Setup

Consider an agent embedded in an environment, with the agent described by an internal state, and the environment by an external state, undergoing the cycle:

  • The environment is in (external) state \(s\).
  • The system receives an observation \(o \sim p(\cdot\mid s)\) from the environment.
  • Then the system updates its (internal) state (e.g. beliefs) \(h \sim p(\cdot\mid \tilde{h}, o)\), with \(\tilde{h}\) the previous internal state.
  • The environment receives an action \(a \sim p(\cdot\mid h)\) from the system.
  • Then the environment updates its (external) state \(s' \sim p(\cdot\mid s, a)\).
  • And repeat.

generating the random sequence

\[(S_1, O_1, H_1, A_1, S_{2}, \ldots)\]

which can be described by the following diagram, with the environment and agent only interacting with eachother via observations and actions

For simplicity assume action and observation distributions \(p(a\mid h)\) and \(p(o\mid s)\) are determinstic, with \(a_{\tau} = a_{\tau}(h_{\tau})\) and \(o_{\tau} = o_{\tau}(s_{\tau})\) (though with \(p(s'\mid s, a)\) and \(p(h'\mid h, o)\) stochastic).

Denote the environment state dynamics by \(\mu = \mu(s_{\tau}\mid s_{\tau-1}, a_{\tau-1}) \equiv p(s_{\tau}\mid s_{\tau-1}, a_{\tau-1})\), and the agent state dynamics (e.g. how its parameters change) by \(q = q(h_{\tau}\mid h_{\tau-1}, o_{\tau}) \equiv p(h_{\tau}\mid h_{\tau-1}, o_{\tau})\) for clarity.

At timestep \(t\) in environment \(\mu\), after experiencing the past \(\omega_t = (o_{0:t}, h_{0:t-1})\), the agent \(q\) has a preference for the future described by

\[P_t[q] := \mathbb{E}_{q}^{\mu}[\phi^t(O_{t+1}, O_{t+2}, \ldots)\mid\Omega_t=\omega_t]\]

for some \(\phi^{t}\).

  • e.g. in the context of reinforcement learning we have observations \(o_{\tau} = (x_{\tau}, r_{\tau})\), with \(r_{\tau} \in \mathbb{R}\) a reward signal, with a preference that favours reward \(\phi^t(O_{t+1}, O_{t+2}, \ldots) = R_{t+1} + \gamma R_{t+2} + \gamma^2 R_{t+3} + \cdots\) for a discount factor \(\gamma\).

We will take that the agent’s internal state decomposes as \(h_{\tau} = (\theta_{\tau}, \pi_{\tau})\), with \(\theta_{\tau}\) corresponding to a parameter that updates (e.g. by gradient descent) under observation.

  • e.g. \(\theta_{\tau}\) could describe synaptic weights of neurons, and \(\pi_{\tau}\) the activations/voltages across neuron synapses (plus some extra information), at time \(\tau\).

In this case we have \(q(h_{\tau}\mid h_{\tau-1}, o_{\tau}) = q(\theta_{\tau}\mid \theta_{\tau-1}, \pi_{\tau-1}, o_{\tau}) q(\pi_{\tau}\mid \theta_{\tau}, \pi_{\tau-1}, o_{\tau})\) where one can interpret \(q(\theta_{\tau}\mid \theta_{\tau-1}, \pi_{\tau-1}, o_{\tau})\) as a learning rule for the agent; how it changes its parameters under observation in order to achieve its preference.
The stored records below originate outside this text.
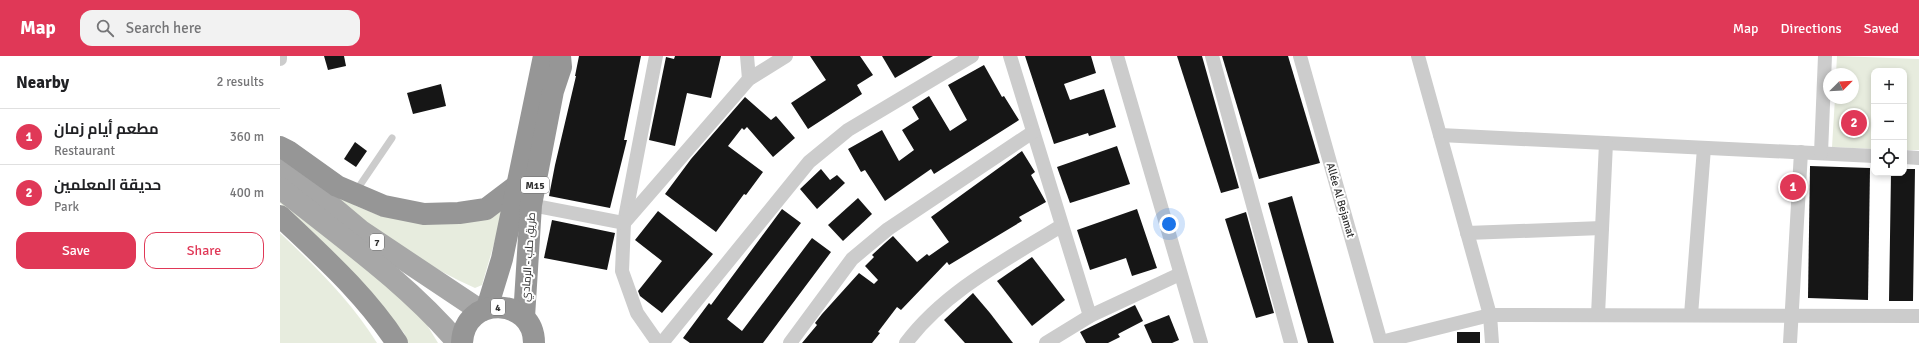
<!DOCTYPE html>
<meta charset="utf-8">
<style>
body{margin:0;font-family:Signika,Cairo,sans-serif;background:#f2f2f2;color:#202124}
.controls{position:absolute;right:12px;top:12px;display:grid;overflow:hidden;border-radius:8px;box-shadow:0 2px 6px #0003}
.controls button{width:36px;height:36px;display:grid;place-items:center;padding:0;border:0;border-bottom:1px solid #e0e0e0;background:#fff;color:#202124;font:20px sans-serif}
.compass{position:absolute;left:1543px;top:12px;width:36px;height:36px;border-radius:50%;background:#fff;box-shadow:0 2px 6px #0003;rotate:66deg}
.you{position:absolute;left:889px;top:168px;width:14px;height:14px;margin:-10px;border:3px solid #fff;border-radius:50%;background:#1a73e8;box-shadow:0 0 0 6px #1a73e833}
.badge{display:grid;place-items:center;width:26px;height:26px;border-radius:50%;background:#e03857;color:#fff;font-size:13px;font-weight:700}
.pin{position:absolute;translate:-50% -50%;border:2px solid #fff;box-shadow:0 1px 4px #0006}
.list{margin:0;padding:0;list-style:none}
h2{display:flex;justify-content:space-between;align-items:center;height:52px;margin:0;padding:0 16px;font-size:17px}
h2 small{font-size:13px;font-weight:400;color:#757577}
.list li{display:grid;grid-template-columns:26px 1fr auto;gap:12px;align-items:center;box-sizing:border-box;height:56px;padding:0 16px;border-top:1px solid #e0e0e0}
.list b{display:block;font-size:15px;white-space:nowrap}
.list p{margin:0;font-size:13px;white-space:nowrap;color:#757577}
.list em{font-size:13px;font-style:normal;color:#757577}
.actions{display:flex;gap:8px;padding:12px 16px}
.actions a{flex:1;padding:9px 0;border:1px solid #e03857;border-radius:12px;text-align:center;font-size:14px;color:#e03857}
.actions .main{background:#e03857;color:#fff}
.icon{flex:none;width:22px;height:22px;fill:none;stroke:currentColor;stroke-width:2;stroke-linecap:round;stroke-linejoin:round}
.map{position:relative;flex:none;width:1639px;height:287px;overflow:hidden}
header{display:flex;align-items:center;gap:24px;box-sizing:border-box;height:56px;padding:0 20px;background:#e03857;color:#fff}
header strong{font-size:19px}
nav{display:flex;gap:22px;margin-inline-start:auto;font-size:14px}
.search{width:280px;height:36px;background:#f2f2f2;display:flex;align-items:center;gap:10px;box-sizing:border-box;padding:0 14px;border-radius:12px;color:#757577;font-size:15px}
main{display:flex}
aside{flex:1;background:#fff}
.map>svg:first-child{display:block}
.green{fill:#e7ecde}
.building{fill:#161616}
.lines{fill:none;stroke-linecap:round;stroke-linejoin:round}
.lane{stroke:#ccc;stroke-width:7}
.street{stroke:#ccc;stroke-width:14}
.primary{stroke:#a7a7a7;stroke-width:22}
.highway{stroke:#969696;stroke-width:22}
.labels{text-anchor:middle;stroke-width:4;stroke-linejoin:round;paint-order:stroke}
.shield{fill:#fff;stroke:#6d6d6d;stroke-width:1}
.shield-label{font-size:10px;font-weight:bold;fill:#2f2f2f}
.street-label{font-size:11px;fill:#2f2f2f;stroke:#fff}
</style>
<header>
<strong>Map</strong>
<div class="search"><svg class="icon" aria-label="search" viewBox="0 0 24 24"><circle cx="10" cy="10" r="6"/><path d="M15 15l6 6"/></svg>Search here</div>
<nav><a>Map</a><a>Directions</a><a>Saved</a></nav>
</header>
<main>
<aside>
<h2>Nearby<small>2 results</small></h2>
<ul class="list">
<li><span class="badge">1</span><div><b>مطعم أيام زمان</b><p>Restaurant</p></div><em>360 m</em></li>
<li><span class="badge">2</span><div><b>حديقة المعلمين</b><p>Park</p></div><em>400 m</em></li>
</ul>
<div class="actions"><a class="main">Save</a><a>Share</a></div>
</aside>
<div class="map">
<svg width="1639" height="287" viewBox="0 0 1639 287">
<rect width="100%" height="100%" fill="#fff"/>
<g class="green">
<polygon points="1557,0 1639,3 1639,94 1624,94 1624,15 1594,15 1594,93 1552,91 1555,42 1573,42 1573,18 1556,18"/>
<path d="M16 109 76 150 103 161 227 143 202 229 195 232C129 203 71 155 16 109Z"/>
<polygon points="0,140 92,215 144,264 158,287 128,287 124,277 89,235 0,147"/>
<path d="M0 177C37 212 70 244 97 287H0Z"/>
</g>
<g class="building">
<polygon points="44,0 64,0 66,10 48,14"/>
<polygon points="299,0 361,0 344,84 347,84 330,152 269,140 275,109 296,20 295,20"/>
<polygon points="395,0 441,0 431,42 407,37 395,90 369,84 386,1 394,3"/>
<polygon points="530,0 580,0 593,19 577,29 582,38 528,73 511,47 546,24"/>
<polygon points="602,0 653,0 615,22"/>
<polygon points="745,0 811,0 816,17 784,28 790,44 824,33 836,71 809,80 808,77 774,88"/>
<polygon points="897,0 922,0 959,132 941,137"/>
<polygon points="942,0 1008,0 1040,107 979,123"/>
<polygon points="704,9 722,41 724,40 739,64 654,118 651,113 605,145 585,114 581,116 568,93 602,74 619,105 634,94 622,74 639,63 632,51 649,40 670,75 687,64 668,29"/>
<polygon points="161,28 166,50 133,58 127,37"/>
<polygon points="465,41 491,64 496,60 515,82 493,101 467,71 464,74 462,72 448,90 483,116 466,139 464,138 436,176 385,138 411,103"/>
<polygon points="75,86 87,95 76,111 64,103"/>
<polygon points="837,90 850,128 790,147 777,111"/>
<polygon points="742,95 755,116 751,119 766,146 739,161 742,165 669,209 667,206 621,254 617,251 598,276 600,277 592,287 522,287 537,269 535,267 542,258 579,217 594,228 598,224 585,210 594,201 592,199 605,187 613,180 637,206 647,198 649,200 669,186 651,161"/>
<polygon points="1530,110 1590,112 1588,244 1528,242"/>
<polygon points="541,113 550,124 557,119 565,127 537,153 520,133"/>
<polygon points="1624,113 1635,113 1633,245 1609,245 1611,117 1624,117"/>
<polygon points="1012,140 1054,287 1028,287 988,147"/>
<polygon points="578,142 592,158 563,185 548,169"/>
<polygon points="502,153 521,167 447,263 462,275 532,182 551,196 483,287 410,287 403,282 429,247 431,249"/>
<polygon points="857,153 877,212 852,220 846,202 810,214 797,174"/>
<polygon points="378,155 433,198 382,257 360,240 358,235 382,205 355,184"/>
<polygon points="966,156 994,257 976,262 945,163"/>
<polygon points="272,164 335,177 327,214 264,202"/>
<polygon points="752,201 785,244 752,270 717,225"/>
<polygon points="693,237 710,257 733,287 685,287 664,264"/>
<polygon points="855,249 863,265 838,278 840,281 828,287 806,287 800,276"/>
<polygon points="889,259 899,284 892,287 872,287 864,269"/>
<rect x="1177" y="276" width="23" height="11"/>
</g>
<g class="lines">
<polyline class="lane" points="76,135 112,82"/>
<g class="street">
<polyline points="376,0 344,167 342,215 357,257 378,287"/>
<polyline points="467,0 469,23"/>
<polyline points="730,0 810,260"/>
<polyline points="837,0 921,287"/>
<polyline points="932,0 1011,287"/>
<polyline points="1020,0 1101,287"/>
<polyline points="1138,0 1210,259 1212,287"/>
<polyline points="0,3 0,0"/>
<polyline points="1160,79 1594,100"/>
<polyline points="1541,97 1545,0"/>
<polyline points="1624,101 1639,102"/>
<polyline points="251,149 344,167 469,23 506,0"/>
<polyline points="1187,177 1322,172"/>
<polyline points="1318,259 1326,87"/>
<polyline points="1411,259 1424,92"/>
<polyline points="1101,286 1210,259 1639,260"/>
<polyline points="382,287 529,106 568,74 692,0"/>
<polyline points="510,287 572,203 608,173 753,76"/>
<path d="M626 287C665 235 726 204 781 170"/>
<polyline points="766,287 810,260 900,218"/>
<polyline points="1510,287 1521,96"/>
</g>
<g class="primary">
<polyline points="0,107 81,175 201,255"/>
<path d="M0 132C61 181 127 227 178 287"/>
</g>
<g class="highway">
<polyline points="0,91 8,95 57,130 104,150 144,158 179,157 206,153 239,128"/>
<path d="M0 160C43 201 84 237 117 287"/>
<polyline points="207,252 222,203 264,0"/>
<polyline points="244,261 251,149 273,35 281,11 280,0"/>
<path d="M182 287C184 238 254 241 254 287"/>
</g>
</g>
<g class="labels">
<g class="shield">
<rect x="241" y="121" width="28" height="16" rx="3"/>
<rect x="90" y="178" width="14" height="16" rx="3"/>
<rect x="211" y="243" width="14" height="16" rx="3"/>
</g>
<g class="shield-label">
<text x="255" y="133">M15</text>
<text x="97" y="190">7</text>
<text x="218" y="255">4</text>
</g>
<g class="street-label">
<text transform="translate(1061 144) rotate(74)" y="4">Allée Al Bejamat</text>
<text transform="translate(248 201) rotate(-86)" y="4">طريق حلب - الرمادي</text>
</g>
</g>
</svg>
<div class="controls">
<button>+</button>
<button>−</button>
<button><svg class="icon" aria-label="locate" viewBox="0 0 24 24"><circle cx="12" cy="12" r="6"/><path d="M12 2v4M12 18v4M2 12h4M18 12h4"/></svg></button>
</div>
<svg class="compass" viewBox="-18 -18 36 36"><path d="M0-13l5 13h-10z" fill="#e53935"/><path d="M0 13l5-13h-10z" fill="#757577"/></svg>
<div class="you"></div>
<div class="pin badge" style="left:1513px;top:131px">1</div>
<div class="pin badge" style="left:1574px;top:67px">2</div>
</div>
</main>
One could interpret \(q(\pi_{\tau}\mid \theta_{\tau}, \pi_{\tau-1}, o_{\tau})\) as the parameterized architecture used by the agent.

  • In the context of a transformer, one could view \(\pi_{\tau}\) as the internal activations (plus some extra information), depending on the current parameters \(\theta_{\tau}\), previous activation information \(\pi_{\tau-1}\) (necessary to perform the attention mechanism) and last token \(o_{\tau}\).

Model-free credit assignment

In the parameterized view, with \(h_{\tau} = (\theta_{\tau}, \pi_{\tau})\), what is a good choice for the learning rule \(q(\theta_{\tau}\mid \theta_{\tau-1}, \pi_{\tau-1}, o_{\tau})\)?

Gradient-based learning

A common choice for the learning rule is gradient descent, with \(q = q_{\text{grad}}\), where

\[q_{\text{grad}}(\theta_{\tau}\mid \theta_{\tau-1}, \pi_{\tau-1}, o_{\tau}) := \delta\left(\theta_{\tau} - \left(\theta_{\tau-1} - \alpha \nabla_{\theta} P_t[q_{\theta}^{\tau}]\mid _{\theta = \theta_{\tau-1}}\right)\right)\]

with \(\alpha \in \mathbb{R}_{+}\) the learning rate, where \(q_{\theta}^{\tau}\) is defined such that the learning rule is turned off from timestep \(\tau\), with the parameter fixed to \(\theta\). Specifically, \(q_{\theta}^{t}\) is defined by

\[q_{\theta}^{t}(\theta_{\tau}\mid \theta_{\tau-1}, \pi_{\tau-1}, o_{\tau}) := \begin{cases} q(\theta_{\tau}\mid \theta_{\tau-1}, \pi_{\tau-1}, o_{\tau}) & \tau < t, \\ \delta(\theta_{\tau}-\theta) & \tau \geq t \end{cases}\]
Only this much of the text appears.